At the end of the bar, Ariel recognizes Husky. We fucked up, there’s a journalist, he told Charlie. Journalists always end up using every player indiscretion, sometimes not even to hurt them, just to show off how well-informed they are. But Husky came over to say hi. I haven’t seen a thing. Do you want me to ask the owner to give us a private area? It’s better if not too many people see you. They agreed.
They were put in a room where the music was muffled. In spite of being private it was crammed with people, but the owner prepared a table for them off to one side. Husky, accompanied by a photographer who played the role of a mute whisky and Coke drinker, told them stories about the coach, the team, some of the players. He was sweating. He took off his glasses to wipe his face with paper napkins, which he then balled up and threw. He asked Ariel whom he was sharing a room with. Osorio? His last brain cell committed suicide, out of boredom. They talked about Solórzano and Husky told them that in the club they called him Mr. Commission. If you said good morning to him, he kept the good. Husky drank beers at a feverish rate. He was as tall and slim as a basketball player. Solórzano is protected by some club executives, remember this is a snarled nest of social climbers, businessmen wanting to impress and be famous.
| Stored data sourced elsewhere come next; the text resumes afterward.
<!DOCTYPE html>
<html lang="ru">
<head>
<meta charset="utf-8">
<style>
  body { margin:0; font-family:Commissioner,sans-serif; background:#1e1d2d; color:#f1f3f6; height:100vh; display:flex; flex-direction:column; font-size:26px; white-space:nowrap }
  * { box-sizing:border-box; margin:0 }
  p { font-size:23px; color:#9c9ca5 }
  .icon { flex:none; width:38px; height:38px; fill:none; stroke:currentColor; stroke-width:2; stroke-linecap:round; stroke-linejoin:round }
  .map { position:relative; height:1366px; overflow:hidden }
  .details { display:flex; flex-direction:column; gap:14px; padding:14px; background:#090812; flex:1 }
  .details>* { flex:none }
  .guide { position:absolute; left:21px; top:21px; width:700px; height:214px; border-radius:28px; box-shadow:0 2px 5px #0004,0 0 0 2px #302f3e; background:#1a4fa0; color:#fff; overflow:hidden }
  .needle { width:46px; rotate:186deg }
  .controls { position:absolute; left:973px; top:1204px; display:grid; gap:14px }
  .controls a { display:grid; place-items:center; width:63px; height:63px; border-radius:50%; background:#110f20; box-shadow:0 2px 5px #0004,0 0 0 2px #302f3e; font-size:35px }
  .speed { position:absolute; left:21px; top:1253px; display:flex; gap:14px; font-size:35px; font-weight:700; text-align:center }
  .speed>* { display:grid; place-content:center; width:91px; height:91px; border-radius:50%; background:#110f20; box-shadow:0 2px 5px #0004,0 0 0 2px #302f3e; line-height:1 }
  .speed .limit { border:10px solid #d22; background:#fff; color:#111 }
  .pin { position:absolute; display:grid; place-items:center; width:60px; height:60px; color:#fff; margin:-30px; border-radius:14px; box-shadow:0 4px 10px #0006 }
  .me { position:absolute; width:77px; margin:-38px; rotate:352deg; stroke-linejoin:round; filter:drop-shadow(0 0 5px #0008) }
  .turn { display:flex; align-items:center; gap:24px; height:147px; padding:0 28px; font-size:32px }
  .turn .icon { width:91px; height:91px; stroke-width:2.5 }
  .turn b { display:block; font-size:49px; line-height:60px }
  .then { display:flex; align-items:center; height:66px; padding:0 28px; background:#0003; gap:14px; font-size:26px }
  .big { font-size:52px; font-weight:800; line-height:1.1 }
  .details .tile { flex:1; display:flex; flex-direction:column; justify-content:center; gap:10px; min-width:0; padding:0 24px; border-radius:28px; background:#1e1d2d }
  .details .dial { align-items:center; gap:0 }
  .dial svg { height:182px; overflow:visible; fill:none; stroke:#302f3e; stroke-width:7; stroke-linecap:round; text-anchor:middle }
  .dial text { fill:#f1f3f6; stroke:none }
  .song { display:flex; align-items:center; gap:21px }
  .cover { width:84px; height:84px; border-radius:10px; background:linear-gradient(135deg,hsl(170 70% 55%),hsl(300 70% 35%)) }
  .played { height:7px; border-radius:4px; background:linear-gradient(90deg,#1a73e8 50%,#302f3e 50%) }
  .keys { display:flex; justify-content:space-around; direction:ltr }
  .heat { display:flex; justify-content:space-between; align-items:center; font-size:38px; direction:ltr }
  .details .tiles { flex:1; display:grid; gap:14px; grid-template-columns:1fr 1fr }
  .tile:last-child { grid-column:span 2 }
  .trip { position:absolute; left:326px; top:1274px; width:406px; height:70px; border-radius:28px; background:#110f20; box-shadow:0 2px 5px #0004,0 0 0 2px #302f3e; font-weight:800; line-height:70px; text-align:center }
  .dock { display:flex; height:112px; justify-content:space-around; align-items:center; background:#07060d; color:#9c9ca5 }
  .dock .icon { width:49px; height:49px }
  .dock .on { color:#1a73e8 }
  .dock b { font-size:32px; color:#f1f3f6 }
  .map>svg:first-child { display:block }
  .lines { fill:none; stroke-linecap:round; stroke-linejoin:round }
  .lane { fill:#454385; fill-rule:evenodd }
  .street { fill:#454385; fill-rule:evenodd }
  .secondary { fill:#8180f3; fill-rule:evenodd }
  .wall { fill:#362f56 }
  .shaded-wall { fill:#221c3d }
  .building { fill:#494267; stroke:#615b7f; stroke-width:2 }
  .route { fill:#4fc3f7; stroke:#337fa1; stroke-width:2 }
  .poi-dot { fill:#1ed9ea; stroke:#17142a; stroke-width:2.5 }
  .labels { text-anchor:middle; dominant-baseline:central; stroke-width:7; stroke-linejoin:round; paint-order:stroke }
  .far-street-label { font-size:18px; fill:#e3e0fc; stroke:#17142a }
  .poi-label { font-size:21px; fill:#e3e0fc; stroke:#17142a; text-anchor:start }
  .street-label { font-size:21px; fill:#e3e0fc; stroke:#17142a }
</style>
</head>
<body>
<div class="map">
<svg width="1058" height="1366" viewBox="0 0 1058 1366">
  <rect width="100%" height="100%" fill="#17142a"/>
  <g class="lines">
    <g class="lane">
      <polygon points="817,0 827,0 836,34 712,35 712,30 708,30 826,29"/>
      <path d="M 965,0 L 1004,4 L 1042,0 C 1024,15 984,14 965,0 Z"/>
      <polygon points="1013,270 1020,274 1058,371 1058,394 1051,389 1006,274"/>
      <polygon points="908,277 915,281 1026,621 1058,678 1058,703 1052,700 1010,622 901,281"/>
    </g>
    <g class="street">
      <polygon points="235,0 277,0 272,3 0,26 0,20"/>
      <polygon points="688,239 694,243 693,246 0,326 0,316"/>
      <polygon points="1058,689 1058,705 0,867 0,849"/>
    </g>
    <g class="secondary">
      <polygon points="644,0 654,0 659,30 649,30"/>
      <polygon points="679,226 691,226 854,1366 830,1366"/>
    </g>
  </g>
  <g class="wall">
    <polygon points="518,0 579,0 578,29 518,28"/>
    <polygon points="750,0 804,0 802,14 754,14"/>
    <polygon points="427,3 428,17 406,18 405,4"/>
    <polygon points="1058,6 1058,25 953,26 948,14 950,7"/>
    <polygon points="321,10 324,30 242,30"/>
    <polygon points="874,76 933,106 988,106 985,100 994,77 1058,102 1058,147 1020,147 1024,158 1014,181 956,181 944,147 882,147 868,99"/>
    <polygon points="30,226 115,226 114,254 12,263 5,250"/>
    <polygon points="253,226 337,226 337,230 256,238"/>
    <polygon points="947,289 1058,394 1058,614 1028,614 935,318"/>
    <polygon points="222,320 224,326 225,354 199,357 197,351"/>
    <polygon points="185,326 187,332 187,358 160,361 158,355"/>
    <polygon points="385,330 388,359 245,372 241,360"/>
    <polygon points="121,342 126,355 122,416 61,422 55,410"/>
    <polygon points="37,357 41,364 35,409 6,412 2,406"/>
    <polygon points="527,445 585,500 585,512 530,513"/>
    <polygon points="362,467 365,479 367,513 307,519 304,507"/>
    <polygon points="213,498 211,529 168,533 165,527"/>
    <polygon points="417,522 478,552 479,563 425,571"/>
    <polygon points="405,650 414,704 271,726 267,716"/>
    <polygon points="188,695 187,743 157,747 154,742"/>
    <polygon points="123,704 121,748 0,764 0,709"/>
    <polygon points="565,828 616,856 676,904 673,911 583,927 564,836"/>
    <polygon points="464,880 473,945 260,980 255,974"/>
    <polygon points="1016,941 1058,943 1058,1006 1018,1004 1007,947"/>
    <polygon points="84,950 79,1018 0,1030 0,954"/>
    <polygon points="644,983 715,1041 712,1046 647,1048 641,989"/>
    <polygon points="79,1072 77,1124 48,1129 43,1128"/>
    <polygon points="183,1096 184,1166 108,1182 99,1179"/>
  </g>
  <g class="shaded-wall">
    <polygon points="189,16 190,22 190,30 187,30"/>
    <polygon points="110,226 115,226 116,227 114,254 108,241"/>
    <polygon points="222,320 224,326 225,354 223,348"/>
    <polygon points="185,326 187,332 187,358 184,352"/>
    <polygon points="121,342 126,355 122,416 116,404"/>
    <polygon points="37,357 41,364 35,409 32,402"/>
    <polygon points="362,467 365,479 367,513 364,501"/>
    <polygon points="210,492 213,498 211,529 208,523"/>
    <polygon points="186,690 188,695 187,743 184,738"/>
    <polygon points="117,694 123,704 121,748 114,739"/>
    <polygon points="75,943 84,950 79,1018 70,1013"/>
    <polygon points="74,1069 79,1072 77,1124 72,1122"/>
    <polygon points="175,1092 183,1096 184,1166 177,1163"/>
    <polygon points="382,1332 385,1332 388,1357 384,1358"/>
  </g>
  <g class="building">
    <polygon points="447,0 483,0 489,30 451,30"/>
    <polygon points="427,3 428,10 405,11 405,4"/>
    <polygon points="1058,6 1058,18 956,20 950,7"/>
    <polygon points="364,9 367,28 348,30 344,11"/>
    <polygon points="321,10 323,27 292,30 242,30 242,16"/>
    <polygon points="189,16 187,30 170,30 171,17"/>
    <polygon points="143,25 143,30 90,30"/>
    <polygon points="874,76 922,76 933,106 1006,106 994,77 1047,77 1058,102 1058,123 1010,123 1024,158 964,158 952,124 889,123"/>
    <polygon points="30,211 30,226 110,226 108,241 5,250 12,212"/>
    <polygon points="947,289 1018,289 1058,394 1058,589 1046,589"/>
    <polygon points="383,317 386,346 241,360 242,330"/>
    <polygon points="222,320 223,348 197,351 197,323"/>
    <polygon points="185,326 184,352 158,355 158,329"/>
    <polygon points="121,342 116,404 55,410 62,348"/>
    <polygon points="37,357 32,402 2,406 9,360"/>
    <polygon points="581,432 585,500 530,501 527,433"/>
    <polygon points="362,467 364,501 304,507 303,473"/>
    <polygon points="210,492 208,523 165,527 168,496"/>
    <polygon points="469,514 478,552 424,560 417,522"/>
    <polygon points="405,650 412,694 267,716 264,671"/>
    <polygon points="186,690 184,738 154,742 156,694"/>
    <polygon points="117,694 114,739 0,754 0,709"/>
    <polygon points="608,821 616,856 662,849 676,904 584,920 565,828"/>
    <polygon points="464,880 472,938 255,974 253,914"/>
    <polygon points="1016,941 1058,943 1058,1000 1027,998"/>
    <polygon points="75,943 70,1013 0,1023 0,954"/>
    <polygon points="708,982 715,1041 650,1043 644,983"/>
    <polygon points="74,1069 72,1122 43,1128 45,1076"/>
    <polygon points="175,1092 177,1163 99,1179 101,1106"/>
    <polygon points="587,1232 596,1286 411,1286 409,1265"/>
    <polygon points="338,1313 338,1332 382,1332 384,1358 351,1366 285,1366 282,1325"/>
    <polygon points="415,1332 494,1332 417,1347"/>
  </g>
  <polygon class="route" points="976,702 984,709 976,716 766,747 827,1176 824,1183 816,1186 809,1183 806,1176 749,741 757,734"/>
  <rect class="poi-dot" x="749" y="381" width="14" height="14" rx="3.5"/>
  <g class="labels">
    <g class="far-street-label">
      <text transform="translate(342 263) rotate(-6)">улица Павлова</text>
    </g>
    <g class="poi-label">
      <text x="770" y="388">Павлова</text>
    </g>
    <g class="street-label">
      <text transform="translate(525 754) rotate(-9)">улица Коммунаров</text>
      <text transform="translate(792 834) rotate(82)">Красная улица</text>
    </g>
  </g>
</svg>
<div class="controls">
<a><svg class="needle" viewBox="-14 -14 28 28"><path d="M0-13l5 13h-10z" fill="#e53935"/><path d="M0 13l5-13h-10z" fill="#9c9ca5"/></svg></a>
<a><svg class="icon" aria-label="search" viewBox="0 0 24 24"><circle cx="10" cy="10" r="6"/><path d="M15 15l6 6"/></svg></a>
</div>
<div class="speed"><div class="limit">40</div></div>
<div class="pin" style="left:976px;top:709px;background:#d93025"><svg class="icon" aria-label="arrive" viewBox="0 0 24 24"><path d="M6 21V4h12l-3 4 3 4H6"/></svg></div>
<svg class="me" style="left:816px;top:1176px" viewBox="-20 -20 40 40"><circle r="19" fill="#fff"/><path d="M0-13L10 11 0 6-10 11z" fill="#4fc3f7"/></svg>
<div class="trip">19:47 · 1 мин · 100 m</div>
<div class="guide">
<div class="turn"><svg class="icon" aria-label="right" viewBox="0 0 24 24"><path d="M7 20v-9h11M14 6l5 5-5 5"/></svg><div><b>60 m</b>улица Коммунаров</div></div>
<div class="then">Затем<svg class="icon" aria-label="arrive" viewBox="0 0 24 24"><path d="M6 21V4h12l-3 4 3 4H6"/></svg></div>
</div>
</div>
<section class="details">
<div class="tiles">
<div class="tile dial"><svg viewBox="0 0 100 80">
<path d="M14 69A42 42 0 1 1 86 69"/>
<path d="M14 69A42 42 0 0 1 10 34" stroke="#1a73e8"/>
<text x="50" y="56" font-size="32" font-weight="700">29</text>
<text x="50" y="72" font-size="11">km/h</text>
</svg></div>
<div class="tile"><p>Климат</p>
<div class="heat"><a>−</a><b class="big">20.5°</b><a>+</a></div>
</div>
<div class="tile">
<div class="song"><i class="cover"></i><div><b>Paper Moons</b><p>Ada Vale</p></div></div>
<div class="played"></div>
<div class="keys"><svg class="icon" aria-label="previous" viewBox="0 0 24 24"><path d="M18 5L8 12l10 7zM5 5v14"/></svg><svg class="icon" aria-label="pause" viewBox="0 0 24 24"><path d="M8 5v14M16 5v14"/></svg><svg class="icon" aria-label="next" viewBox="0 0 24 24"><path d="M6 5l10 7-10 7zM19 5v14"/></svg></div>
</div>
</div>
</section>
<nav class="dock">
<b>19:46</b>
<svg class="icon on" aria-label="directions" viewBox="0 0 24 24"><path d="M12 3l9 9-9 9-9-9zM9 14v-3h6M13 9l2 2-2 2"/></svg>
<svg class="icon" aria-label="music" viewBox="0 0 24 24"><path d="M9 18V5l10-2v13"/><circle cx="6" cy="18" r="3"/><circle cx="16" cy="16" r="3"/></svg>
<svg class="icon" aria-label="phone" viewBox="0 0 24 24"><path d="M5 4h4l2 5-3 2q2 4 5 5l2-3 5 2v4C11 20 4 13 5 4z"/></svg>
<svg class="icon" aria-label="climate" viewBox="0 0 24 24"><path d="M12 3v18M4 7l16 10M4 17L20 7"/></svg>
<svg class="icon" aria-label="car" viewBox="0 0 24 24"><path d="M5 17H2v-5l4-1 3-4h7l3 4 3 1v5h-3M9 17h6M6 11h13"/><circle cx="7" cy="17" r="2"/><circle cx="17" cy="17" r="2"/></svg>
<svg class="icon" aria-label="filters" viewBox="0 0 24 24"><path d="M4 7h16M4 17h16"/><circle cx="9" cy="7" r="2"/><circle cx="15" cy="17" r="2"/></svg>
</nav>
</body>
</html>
The president’s box is their trampoline to get their illegal rezoning, unearned favors from the city councilmen, social prestige, certain notoriety, and, in the best-case scenario, they can hook up with some beauty queen who will suck their dick in exchange for a taste of luxury. Maybe Argentina is an incredibly fucking corrupt country, but here they’ve managed to make corruption photogenic and legal, and that’s that.
He told them that Coach Requero was called “clean hands”: he never made a mistake. Husky inspired trust. He smoked
black tobacco and held the cigarette inside his palm, protected. He talked about some of the players, about Dani Vilar, who had been the most critical of signing Ariel. He’s a good guy, but he’s lost the physical edge needed in your position, it’s kind of sad to watch a guy who’s a millionaire drag himself around the playing field. But, of course, retiring is traumatic, and even more so if you have five kids and a wife like his, who they say is a Legionary of Christ. I promise I won’t say a word about your sneaking out, last night Matuoko took three whores up to his room.